550年ぶりの目覚めから数時間後、意識もはっきりとし始めたサエコはベッドに仰向けに転がり、真っ白な天井を眺めながら、ここはどこなのか、今はいつなのか、なぜ誰もいないのか、そしてなぜこの部屋は証明もないのに明るいのか等をぼんやり考えていた。
考える…人間の生きた脳細胞が活動するという事象。それが今この世界においてどれ程重大な意味をもっているのか、サエコはまだ知らない。
彼女以外の全ての人間が残らず死滅してしまったのは、深刻な内臓疾患を患って余命を宣告された彼女が、冷凍睡眠処置によって命を未来に託してから、半世紀後の事だった。
結局彼女の病を治す治療法を開発したのは、人類の後を継いで文明を保存したロボット達だった。もちろん、その治療法を実際に施すのは彼女が初である。
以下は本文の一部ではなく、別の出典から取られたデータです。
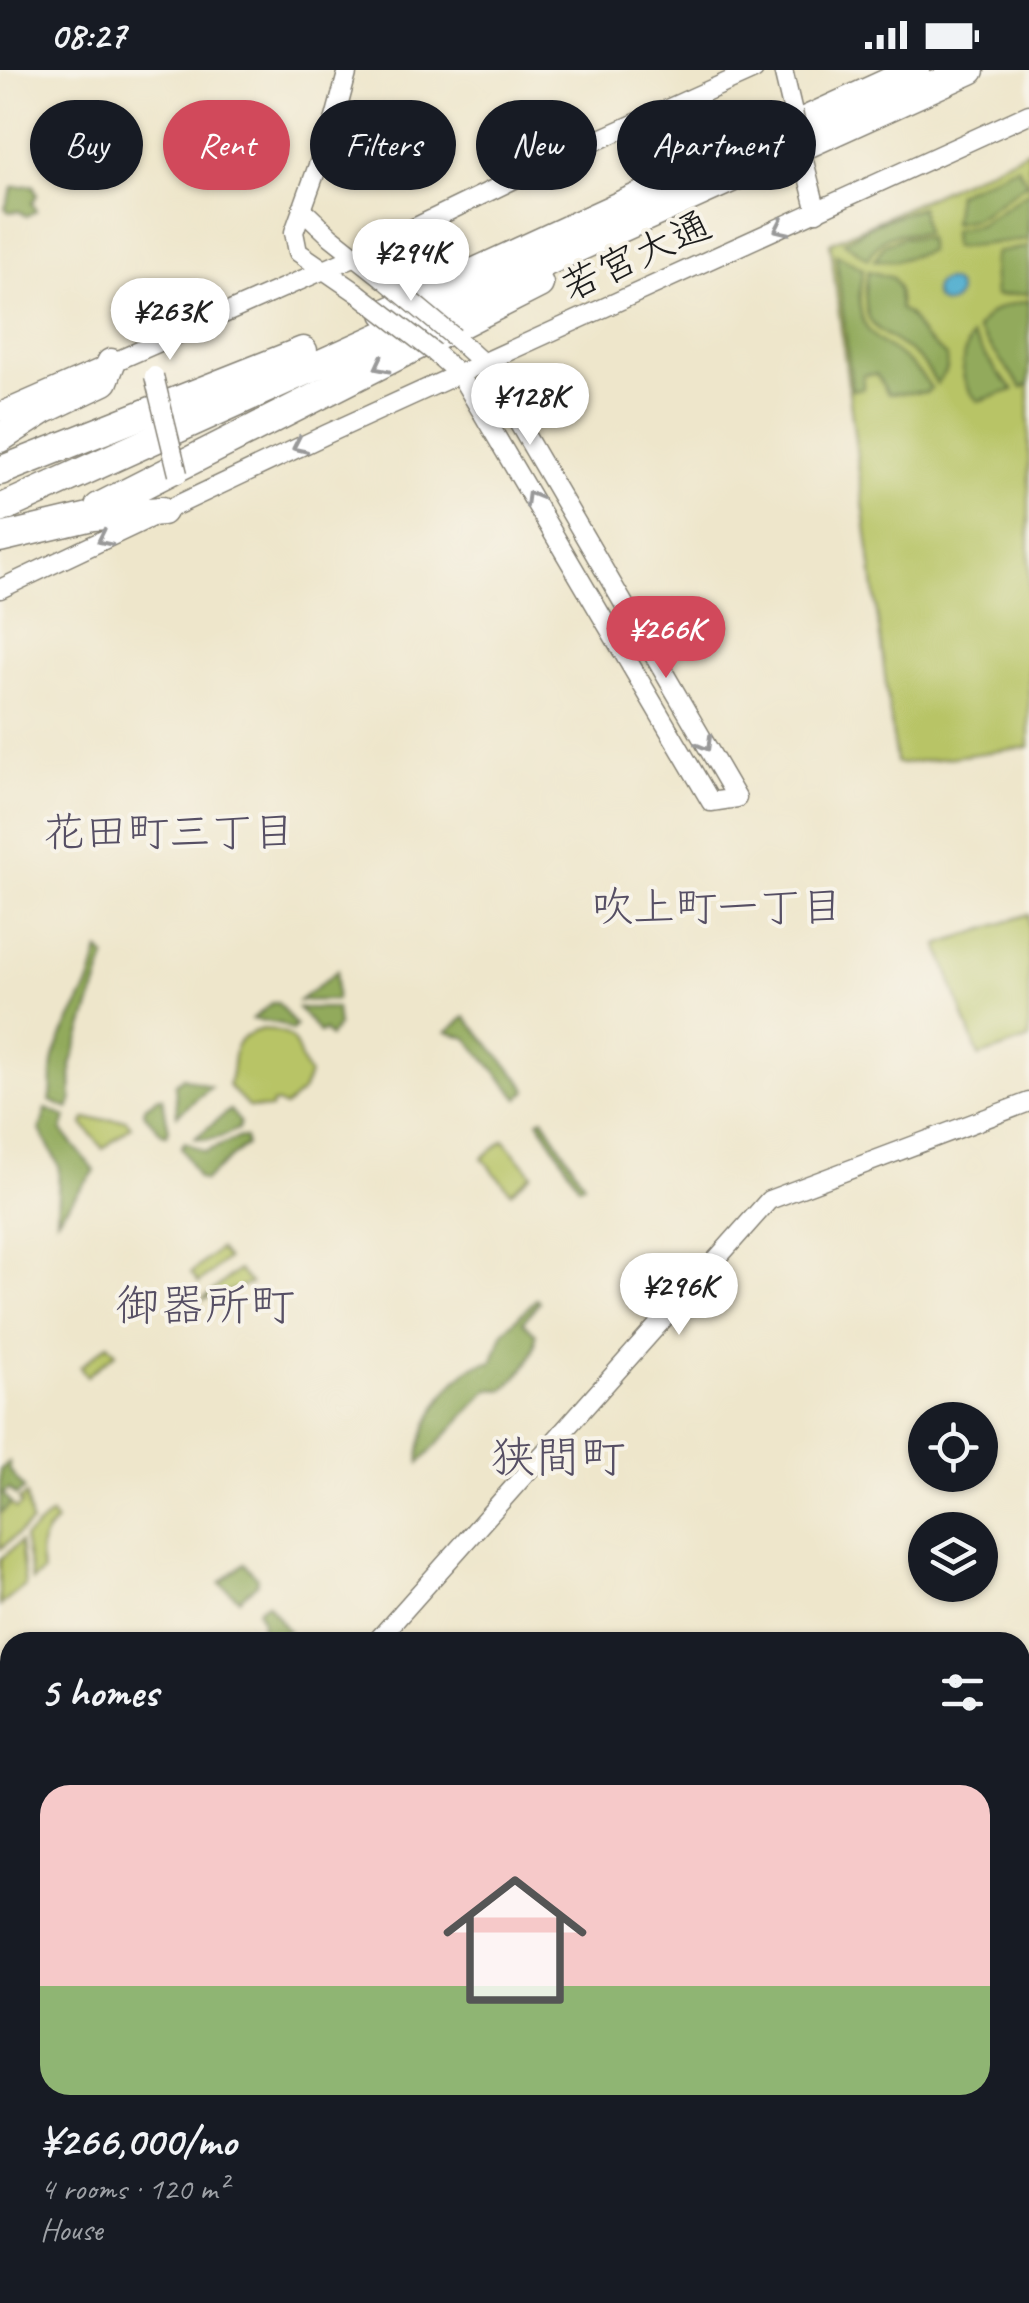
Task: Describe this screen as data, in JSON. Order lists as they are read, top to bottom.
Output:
{
  "streets": {
    "street": ["若宮大通"]
  },
  "districts": [
    "花田町三丁目",
    "吹上町一丁目",
    "御器所町",
    "狭間町"
  ],
  "page": {
    "status": "08:27",
    "chip": [
      "Buy",
      "Rent",
      "Filters",
      "New",
      "Apartment"
    ],
    "price": [
      "¥294K",
      "¥263K",
      "¥128K",
      "¥266K",
      "¥296K"
    ],
    "heading": "5 homes",
    "list": [
      {
        "name": "¥266,000/mo",
        "note": "4 rooms · 120 m² · House"
      }
    ]
  }
}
そしてサエコの最後の記憶は…カプセルのケース越しに見た、泣き崩れる両親の姿だった。
「…ママ……」
ふと懐かしい匂いに気づいて横に寝返り、彼女の寝転ぶベッドのすぐ横、部屋の造りと同じ白一色の小さな机の上に、花瓶に生けられたラベンダーを見つける。
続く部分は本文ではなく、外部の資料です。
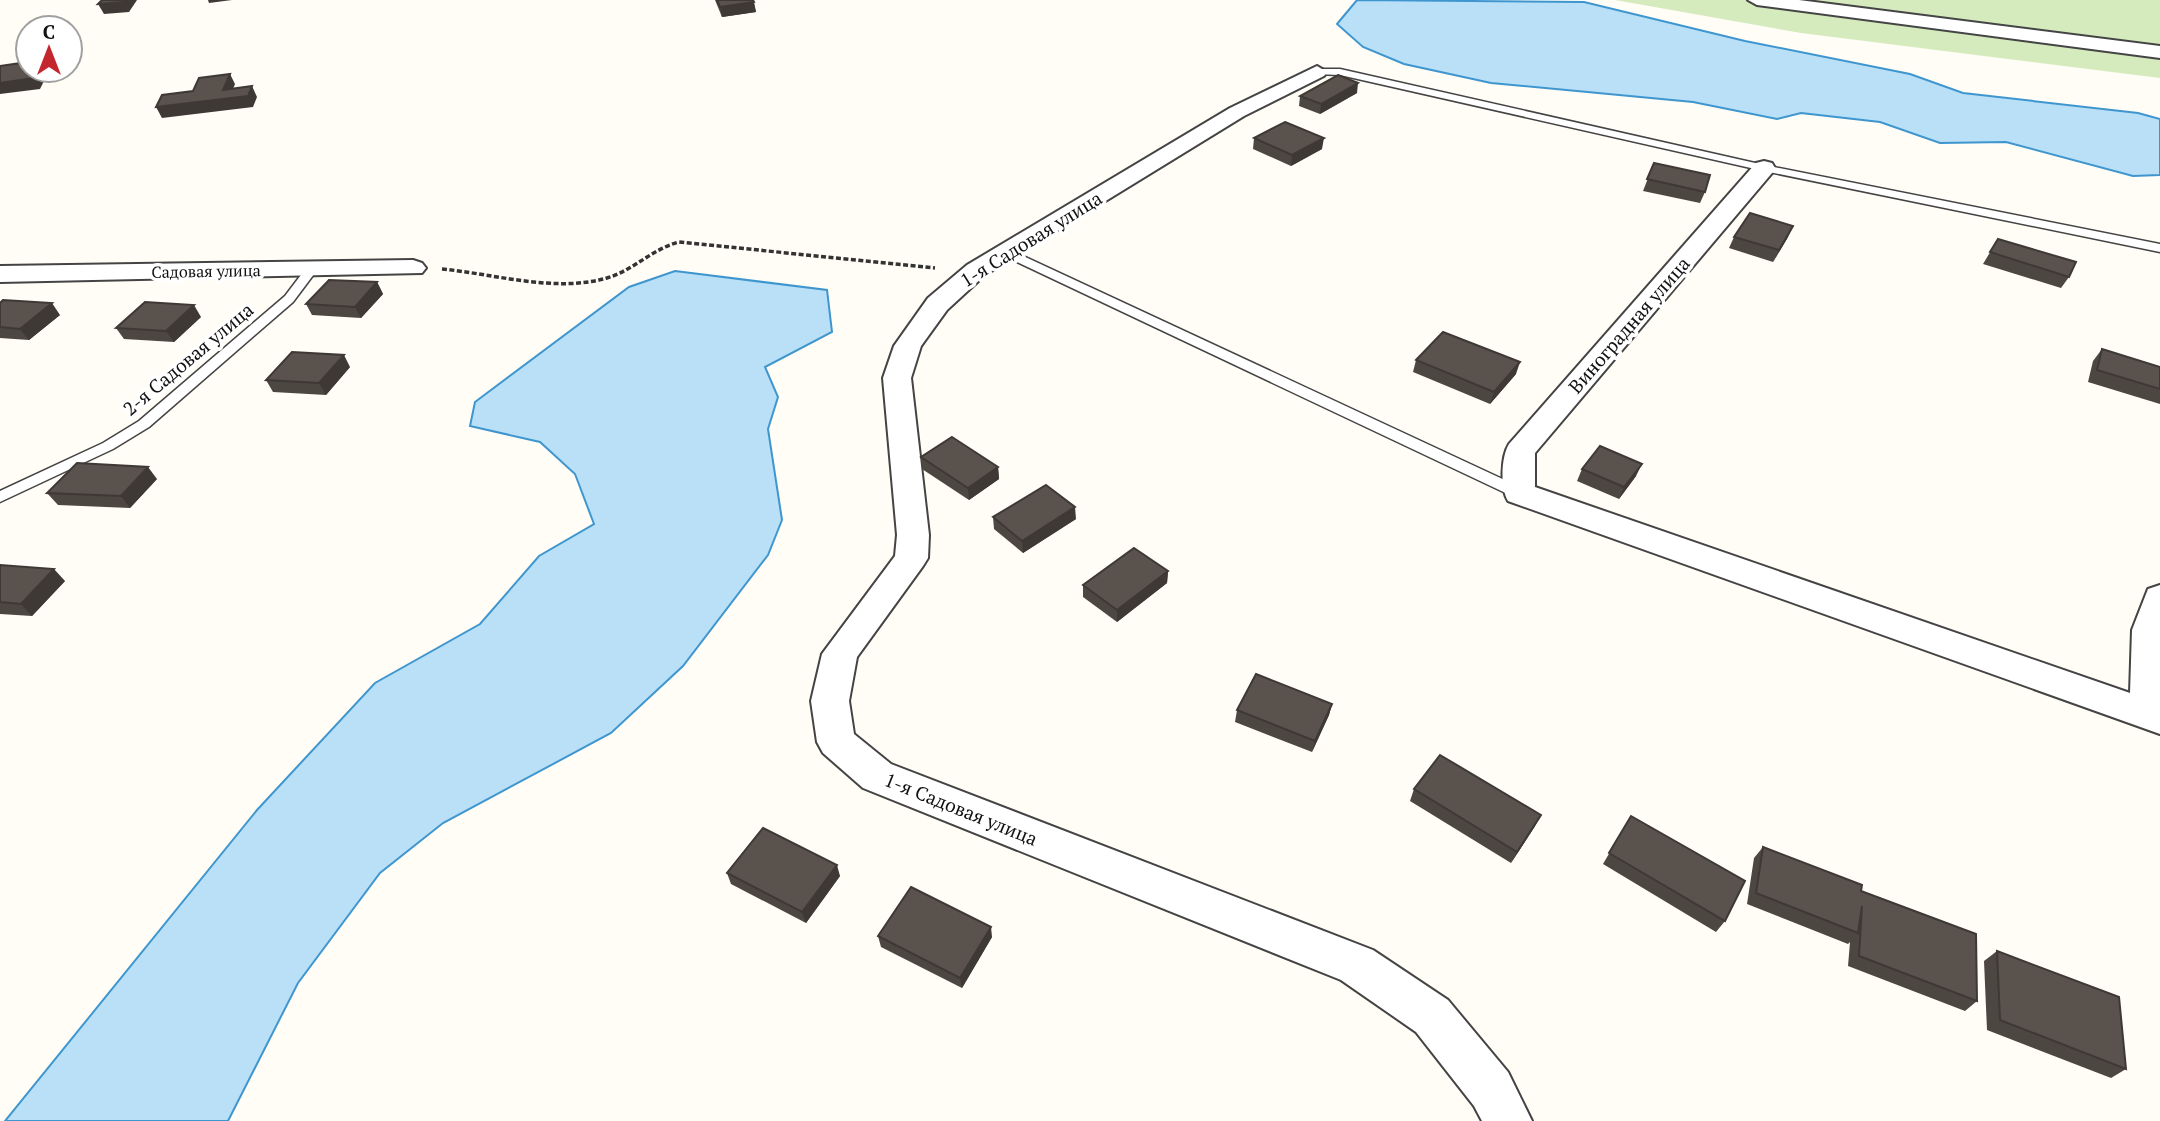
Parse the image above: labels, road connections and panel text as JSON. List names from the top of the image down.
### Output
{
  "streets": {
    "street": ["1-я Садовая улица", "Садовая улица", "Виноградная улица"],
    "lane": ["2-я Садовая улица"]
  },
  "crossings": [
    ["Садовая улица", "2-я Садовая улица"]
  ],
  "north": "top"
}
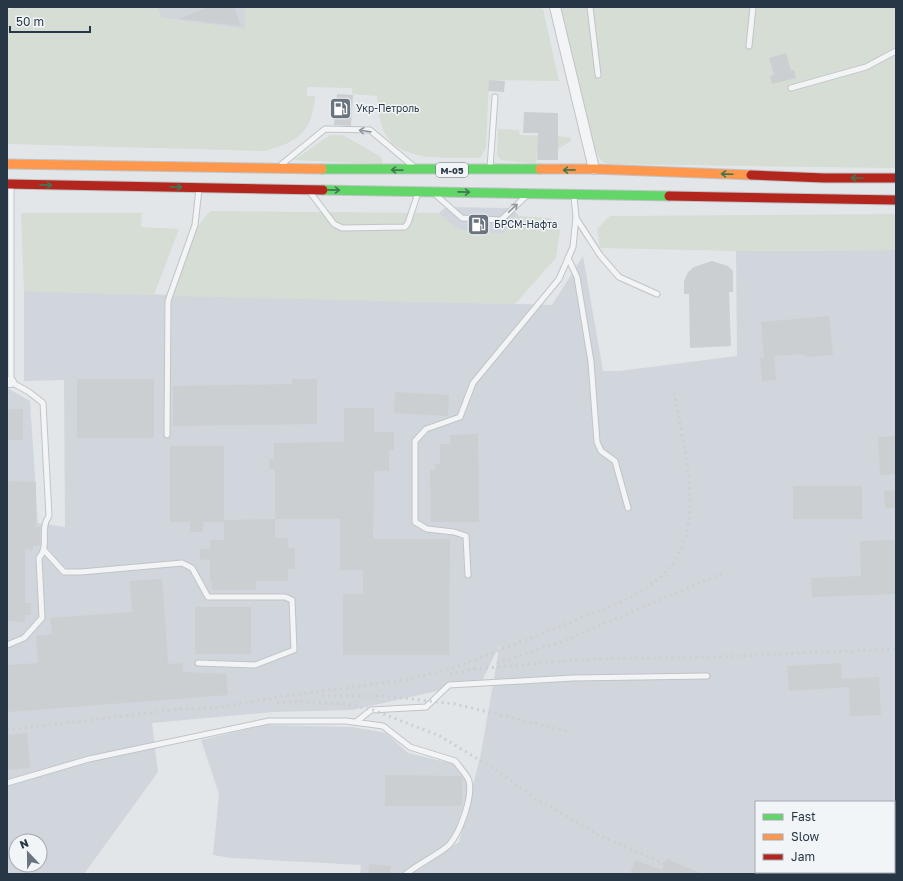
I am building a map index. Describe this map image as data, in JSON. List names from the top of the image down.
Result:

確かにそれは、冷凍処置を受ける寸前に母親が彼女の手に握らせた物に間違い無かった。
気圧の変化による「プシュ」っという音と共に白い壁が開き(そこにドアがあった事自体、サエコは気づかなかった)、姿を現したのは、褐色の肌に厳しい軍服を纏った、長身の女性であった。
164:Deus ex machina.
08/01/13 21:30:59 eKU5PBxz
メリーはサエコの病室にやってくると、半身を起こした彼女が、自分を奇異の目で見ている事に等気づかない、
と言った素振りで横の椅子に腰掛け、彼女の健康状態等を小型の携帯端末(丁度サエコが見覚えのある携帯電話程の大きさだ)で確認しながら、軍人らしい冷めた表情のまま口を開いた。
「おはようございます、サエコ」
「…はぁ?何だよあんた。それコスプレ?ありえねぇし」
サエコの年相応の崩れた言葉を「ノイズ」と認識、彼女の言葉を無視してメリーは続けた。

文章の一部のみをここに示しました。